Saved data entries

+++

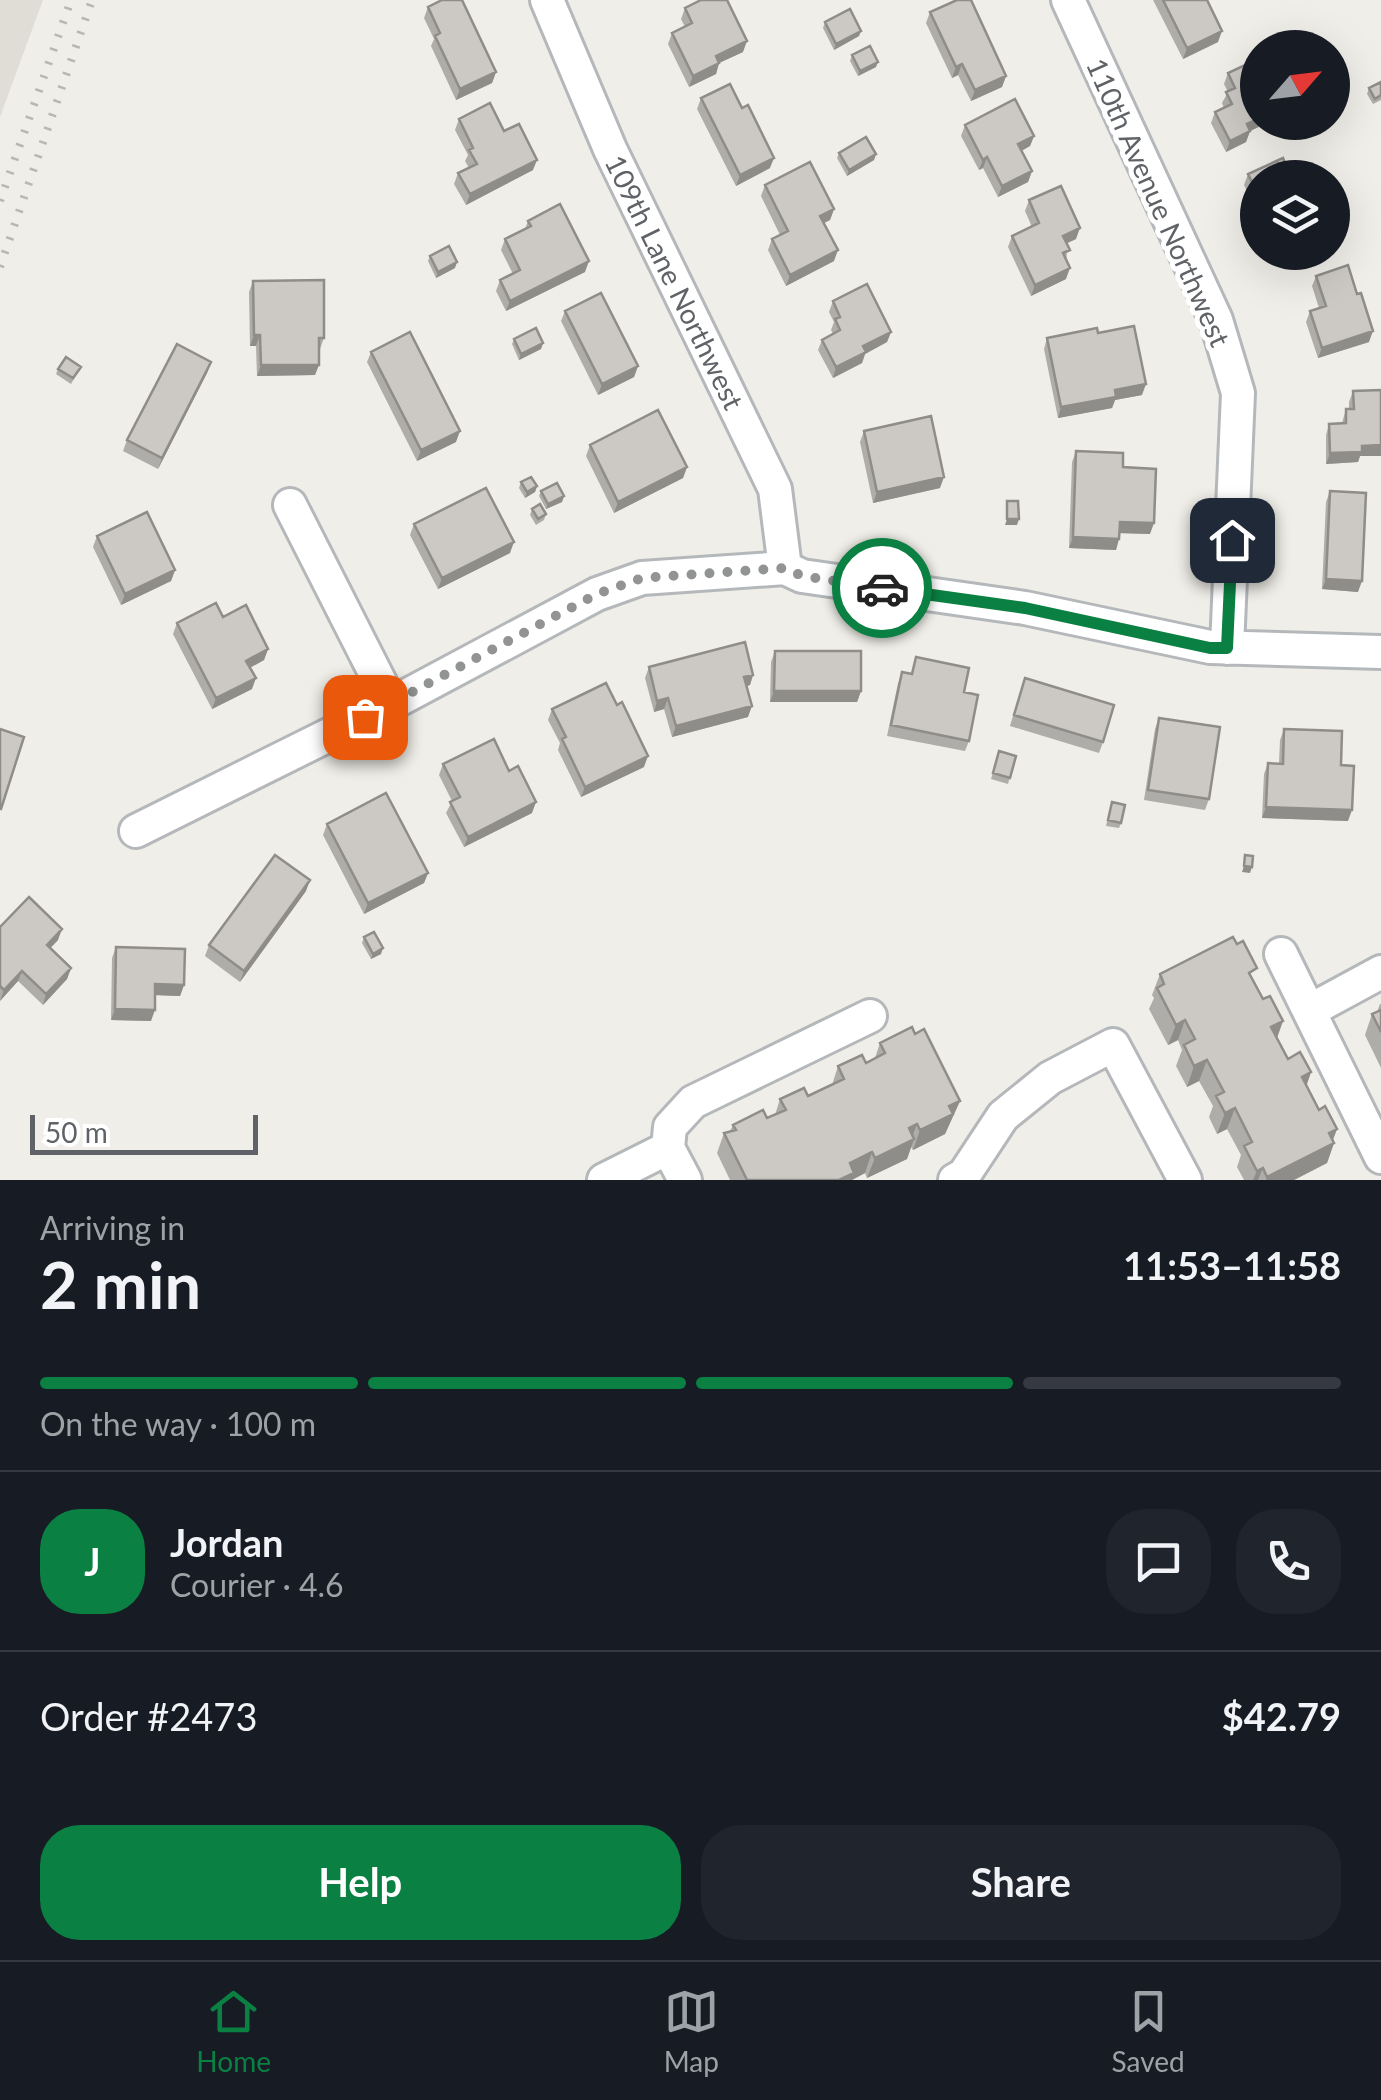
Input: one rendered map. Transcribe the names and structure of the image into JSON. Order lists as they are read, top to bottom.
{
  "streets": {
    "street": ["110th Avenue Northwest", "109th Lane Northwest"]
  },
  "scale_bar": "50 m",
  "north": "top right",
  "page": {
    "scale": "50 m",
    "heading": ["2 min", "Arriving in", "11:53–11:58"],
    "panel": [
      "Jordan",
      "Courier · 4.6",
      "Order #2473",
      "$42.79"
    ],
    "bar": "On the way · 100 m",
    "round": "J",
    "buttons": ["Help", "Share"],
    "tabs": ["Home", "Map", "Saved"]
  }
}
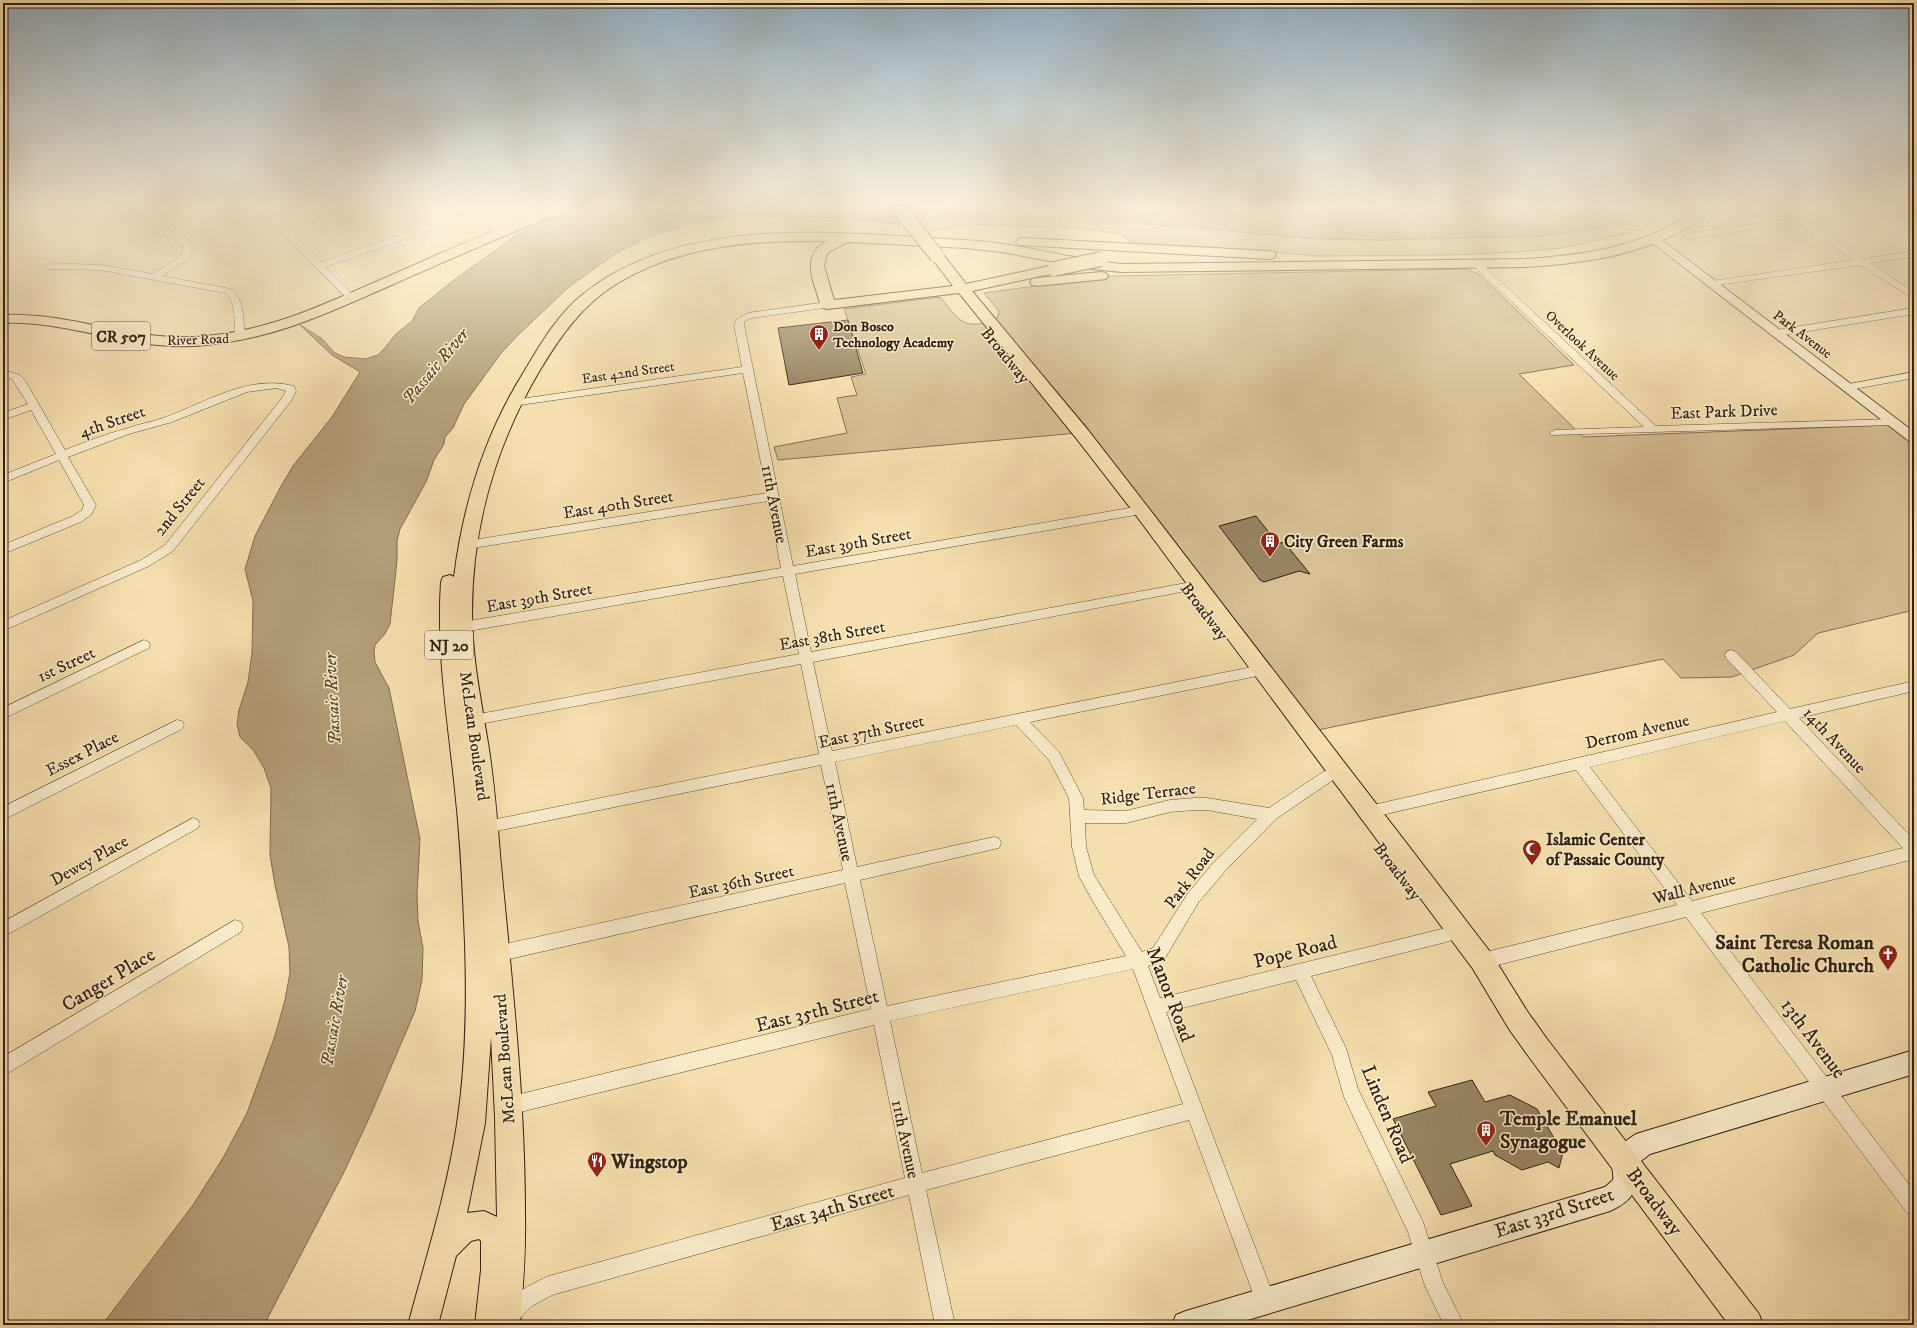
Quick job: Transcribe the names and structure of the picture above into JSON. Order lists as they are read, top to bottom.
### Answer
{
  "streets": {
    "main road": [
      "CR 507",
      "River Road",
      "Broadway",
      "NJ 20",
      "McLean Boulevard",
      "East 33rd Street"
    ],
    "street": [
      "Park Avenue",
      "Overlook Avenue",
      "East 42nd Street",
      "East Park Drive",
      "4th Street",
      "East 40th Street",
      "11th Avenue",
      "2nd Street",
      "East 39th Street",
      "East 38th Street",
      "1st Street",
      "East 37th Street",
      "Derrom Avenue",
      "14th Avenue",
      "Essex Place",
      "Ridge Terrace",
      "Dewey Place",
      "Park Road",
      "East 36th Street",
      "Wall Avenue",
      "Pope Road",
      "Canger Place",
      "Manor Road",
      "East 35th Street",
      "13th Avenue",
      "Linden Road",
      "East 34th Street"
    ]
  },
  "crossings": [
    ["Park Avenue", "East Park Drive"],
    ["CR 507", "River Road"],
    ["Overlook Avenue", "East Park Drive"],
    ["Broadway", "East 39th Street"],
    ["Broadway", "East 38th Street"],
    ["Broadway", "East 37th Street"],
    ["Broadway", "Derrom Avenue"],
    ["Broadway", "Wall Avenue"],
    ["Broadway", "Pope Road"],
    ["Broadway", "East 33rd Street"],
    ["East 42nd Street", "11th Avenue"],
    ["East 42nd Street", "McLean Boulevard"],
    ["4th Street", "2nd Street"],
    ["East 40th Street", "11th Avenue"],
    ["East 40th Street", "McLean Boulevard"],
    ["11th Avenue", "East 39th Street"],
    ["11th Avenue", "East 38th Street"],
    ["11th Avenue", "East 37th Street"],
    ["11th Avenue", "East 36th Street"],
    ["11th Avenue", "East 35th Street"],
    ["11th Avenue", "East 34th Street"],
    ["East 39th Street", "McLean Boulevard"],
    ["East 38th Street", "McLean Boulevard"],
    ["East 37th Street", "McLean Boulevard"],
    ["East 37th Street", "Manor Road"],
    ["Derrom Avenue", "14th Avenue"],
    ["Derrom Avenue", "13th Avenue"],
    ["McLean Boulevard", "East 36th Street"],
    ["McLean Boulevard", "East 35th Street"],
    ["McLean Boulevard", "East 34th Street"],
    ["14th Avenue", "Wall Avenue"],
    ["Ridge Terrace", "Park Road"],
    ["Ridge Terrace", "Manor Road"],
    ["Park Road", "Manor Road"],
    ["Park Road", "East 35th Street"],
    ["Wall Avenue", "13th Avenue"],
    ["Pope Road", "Manor Road"],
    ["Pope Road", "Linden Road"],
    ["Manor Road", "East 35th Street"],
    ["Manor Road", "East 34th Street"],
    ["Manor Road", "East 33rd Street"],
    ["13th Avenue", "East 33rd Street"],
    ["Linden Road", "East 33rd Street"]
  ],
  "water": ["Passaic River"],
  "places": {
    "building": ["Don Bosco Technology Academy", "City Green Farms", "Temple Emanuel Synagogue"],
    "mosque": ["Islamic Center of Passaic County"],
    "church": ["Saint Teresa Roman Catholic Church"],
    "restaurant": ["Wingstop"]
  }
}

+++

• **Task directions**
Your answer must be the records above, copied exactly, with no pictures.

• **Answer space**
Input: one rendered map. Transcribe the names and structure of the image into JSON. Order lists as they are read, top to bottom.
{
  "streets": {
    "street": ["110th Avenue Northwest", "109th Lane Northwest"]
  },
  "scale_bar": "50 m",
  "north": "top right",
  "page": {
    "scale": "50 m",
    "heading": ["2 min", "Arriving in", "11:53–11:58"],
    "panel": [
      "Jordan",
      "Courier · 4.6",
      "Order #2473",
      "$42.79"
    ],
    "bar": "On the way · 100 m",
    "round": "J",
    "buttons": ["Help", "Share"],
    "tabs": ["Home", "Map", "Saved"]
  }
}
Quick job: Transcribe the names and structure of the picture above into JSON. Order lists as they are read, top to bottom.
### Answer
{
  "streets": {
    "main road": [
      "CR 507",
      "River Road",
      "Broadway",
      "NJ 20",
      "McLean Boulevard",
      "East 33rd Street"
    ],
    "street": [
      "Park Avenue",
      "Overlook Avenue",
      "East 42nd Street",
      "East Park Drive",
      "4th Street",
      "East 40th Street",
      "11th Avenue",
      "2nd Street",
      "East 39th Street",
      "East 38th Street",
      "1st Street",
      "East 37th Street",
      "Derrom Avenue",
      "14th Avenue",
      "Essex Place",
      "Ridge Terrace",
      "Dewey Place",
      "Park Road",
      "East 36th Street",
      "Wall Avenue",
      "Pope Road",
      "Canger Place",
      "Manor Road",
      "East 35th Street",
      "13th Avenue",
      "Linden Road",
      "East 34th Street"
    ]
  },
  "crossings": [
    ["Park Avenue", "East Park Drive"],
    ["CR 507", "River Road"],
    ["Overlook Avenue", "East Park Drive"],
    ["Broadway", "East 39th Street"],
    ["Broadway", "East 38th Street"],
    ["Broadway", "East 37th Street"],
    ["Broadway", "Derrom Avenue"],
    ["Broadway", "Wall Avenue"],
    ["Broadway", "Pope Road"],
    ["Broadway", "East 33rd Street"],
    ["East 42nd Street", "11th Avenue"],
    ["East 42nd Street", "McLean Boulevard"],
    ["4th Street", "2nd Street"],
    ["East 40th Street", "11th Avenue"],
    ["East 40th Street", "McLean Boulevard"],
    ["11th Avenue", "East 39th Street"],
    ["11th Avenue", "East 38th Street"],
    ["11th Avenue", "East 37th Street"],
    ["11th Avenue", "East 36th Street"],
    ["11th Avenue", "East 35th Street"],
    ["11th Avenue", "East 34th Street"],
    ["East 39th Street", "McLean Boulevard"],
    ["East 38th Street", "McLean Boulevard"],
    ["East 37th Street", "McLean Boulevard"],
    ["East 37th Street", "Manor Road"],
    ["Derrom Avenue", "14th Avenue"],
    ["Derrom Avenue", "13th Avenue"],
    ["McLean Boulevard", "East 36th Street"],
    ["McLean Boulevard", "East 35th Street"],
    ["McLean Boulevard", "East 34th Street"],
    ["14th Avenue", "Wall Avenue"],
    ["Ridge Terrace", "Park Road"],
    ["Ridge Terrace", "Manor Road"],
    ["Park Road", "Manor Road"],
    ["Park Road", "East 35th Street"],
    ["Wall Avenue", "13th Avenue"],
    ["Pope Road", "Manor Road"],
    ["Pope Road", "Linden Road"],
    ["Manor Road", "East 35th Street"],
    ["Manor Road", "East 34th Street"],
    ["Manor Road", "East 33rd Street"],
    ["13th Avenue", "East 33rd Street"],
    ["Linden Road", "East 33rd Street"]
  ],
  "water": ["Passaic River"],
  "places": {
    "building": ["Don Bosco Technology Academy", "City Green Farms", "Temple Emanuel Synagogue"],
    "mosque": ["Islamic Center of Passaic County"],
    "church": ["Saint Teresa Roman Catholic Church"],
    "restaurant": ["Wingstop"]
  }
}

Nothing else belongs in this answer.